Y aquí estaba la trampa final.
«No, gracias», respondí con la mayor firmeza posible. «Puedo cuidarme perfectamente sola».
«Pero mamá», dijo Steven, y por primera vez, había una verdadera amenaza en su voz, «no es una sugerencia. El doctor cree que necesita atención especializada».
«Doctor», respondí, levantándome lentamente, «puede pensar lo que quiera, pero esta es mi casa. Y yo decido quién entra y quién sale».
En ese momento, Jessica cometió el error que tanto temía. Se me acercó con una sonrisa venenosa y me dijo: «Suegra, no compliques las cosas. Todos sabemos que no puedes con esto sola. Es hora de aceptar la realidad y dejar que los adultos tomen las decisiones importantes».

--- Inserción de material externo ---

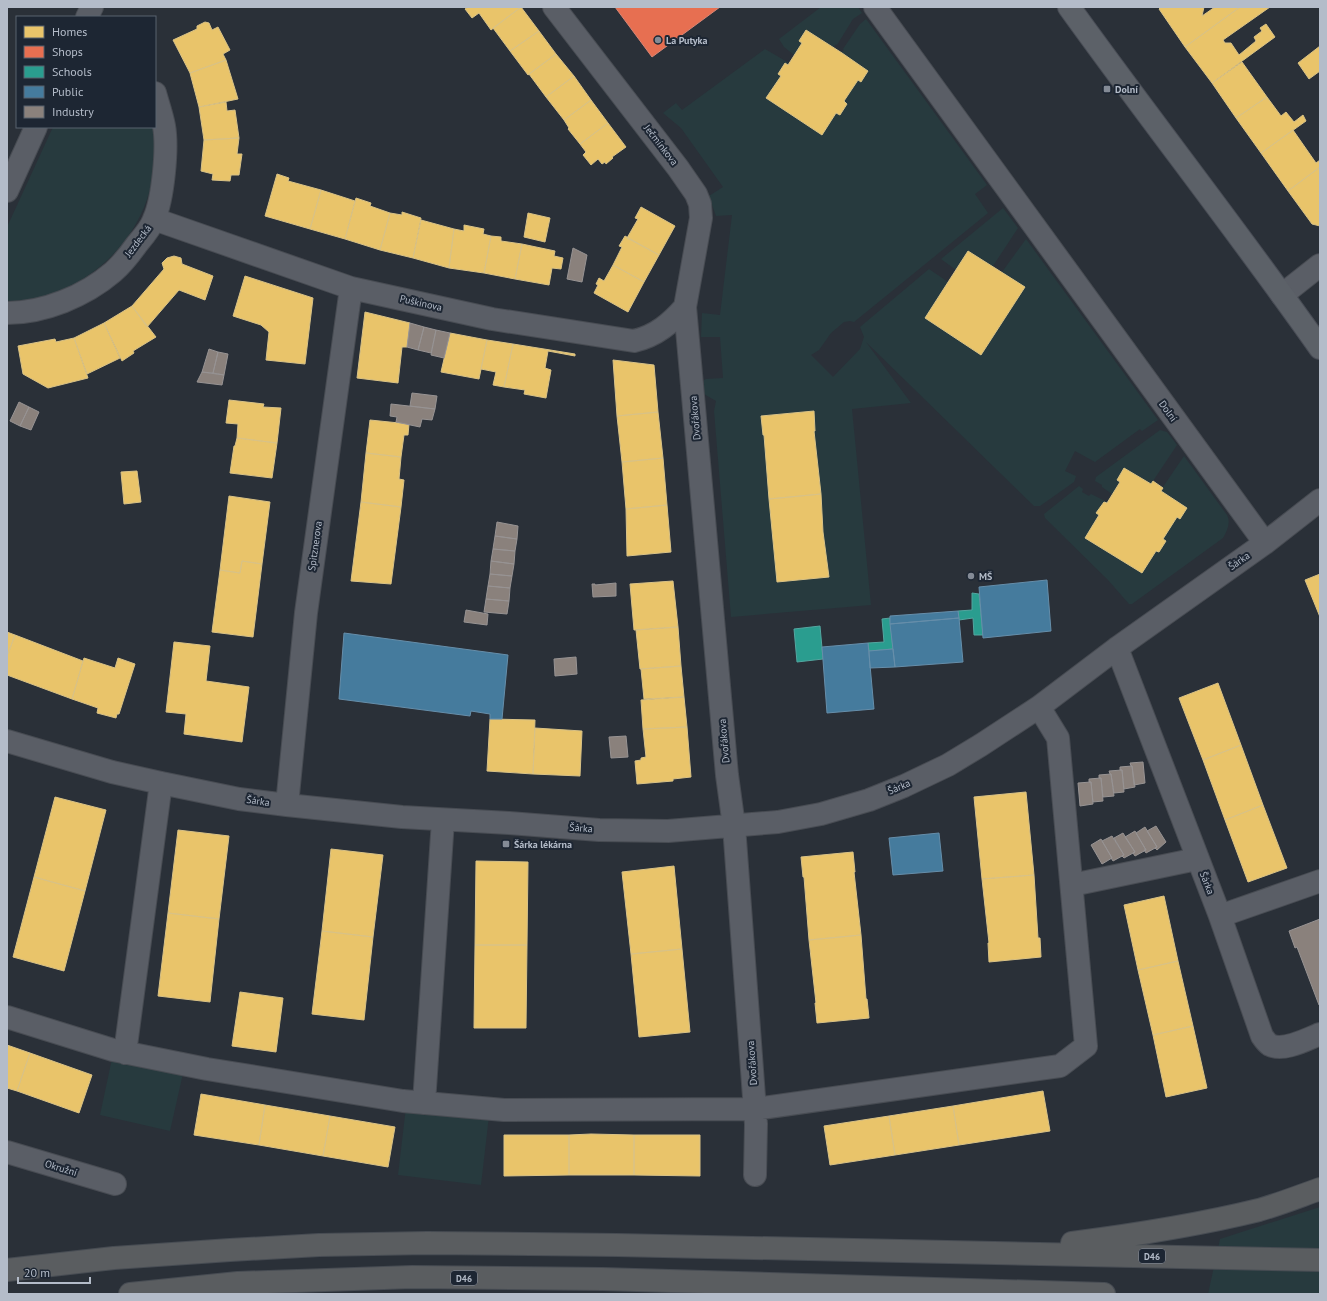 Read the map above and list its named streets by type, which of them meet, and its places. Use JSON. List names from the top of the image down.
{
  "streets": {
    "highway": ["D46"],
    "street": [
      "Ječmínkova",
      "Jezdecká",
      "Puškinova",
      "Dolní",
      "Dvořákova",
      "Spitznerova",
      "Šárka",
      "Okružní"
    ]
  },
  "crossings": [
    ["Ječmínkova", "Puškinova"],
    ["Ječmínkova", "Dvořákova"],
    ["Jezdecká", "Puškinova"],
    ["Puškinova", "Dvořákova"],
    ["Puškinova", "Spitznerova"],
    ["Dolní", "Šárka"],
    ["Dvořákova", "Šárka"],
    ["Spitznerova", "Šárka"]
  ],
  "places": {
    "other": ["La Putyka", "MŠ"],
    "transit": ["Dolní", "Šárka lékárna"]
  },
  "legend": [
    "Homes",
    "Shops",
    "Schools",
    "Public",
    "Industry"
  ],
  "scale_bar": "20 m"
}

Adultos. Como si fuera una niña, como si cuarenta y cinco años de matrimonio y la construcción de un imperio no me hubieran enseñado nada de la vida.

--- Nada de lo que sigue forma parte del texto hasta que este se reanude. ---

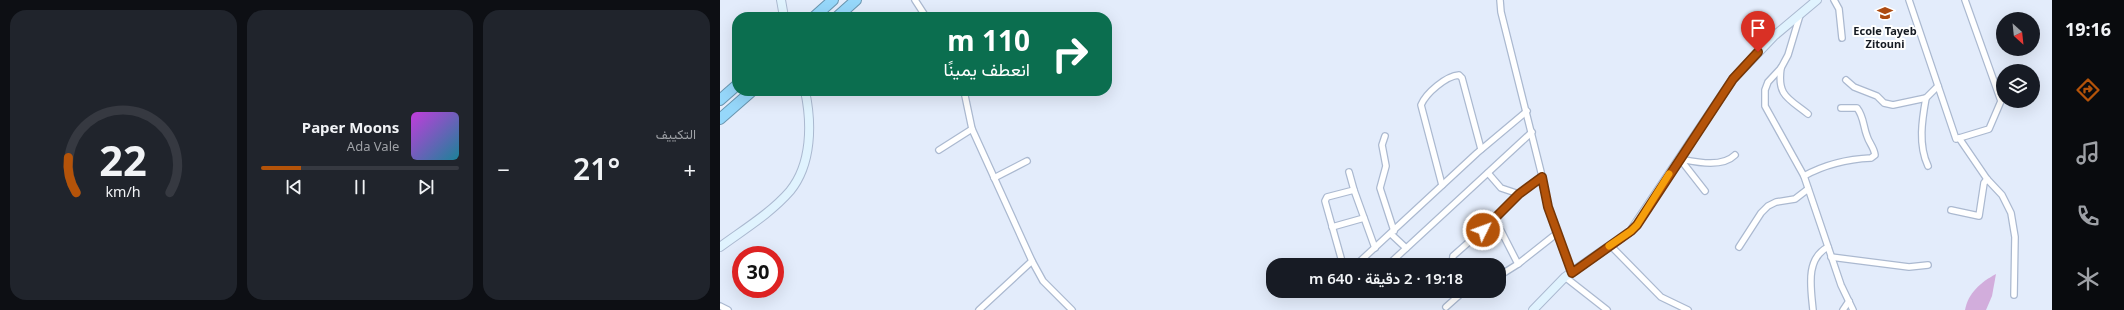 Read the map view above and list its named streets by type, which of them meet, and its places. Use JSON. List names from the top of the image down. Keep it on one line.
{"places":{"school or university":["Ecole Tayeb Zitouni"]},"north":"bottom right","page":{"tabs":"19:16","tile":"التكييف","turn":["110 m","انعطف يمينًا"],"song":["Paper Moons","Ada Vale"],"heat":["−","21°","+"],"limit":"30","trip":"19:18 · 2 دقيقة · 640 m","gauge":["22","km/h"]}}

Miré a Steven, a Jessica, a esa supuesta doctora, y sonreí por primera vez en semanas. Una sonrisa que nunca habían visto. Una sonrisa de la que Arthur se habría sentido orgulloso.
«Tienes razón», dije en voz baja. «Es hora de que los adultos tomen decisiones importantes. Y eso es precisamente lo que pienso hacer».
Tomé el teléfono que George me había dado y pulsé el botón de grabar. «Quiero saber exactamente qué está pasando», dije con firmeza, mientras los filmaba. «Mi hijo Steven, mi nuera Jessica y esta supuesta doctora están intentando internarme a la fuerza».
La supuesta doctora palideció. Señora, se trata de un chequeo rutinario.
Continúa en la página siguiente.
—¿Rutina? —respondí, entregándoles el teléfono—. ¿Presentarse en mi casa sin avisar es rutina? ¿Traer formularios de internamiento involuntario ya completados es rutina?
Steven intentó arrebatarme el teléfono. —Mamá, suéltalo. Estás delirando.
—Al contrario —dije, retrocediendo—. Me comporto exactamente como una mujer que descubre que su propia familia planea internarla para robarle su herencia.
El rostro de Steven cambió. La máscara del hijo cariñoso se desvaneció. Y por primera vez, vi su verdadera naturaleza: fría, calculadora, peligrosa.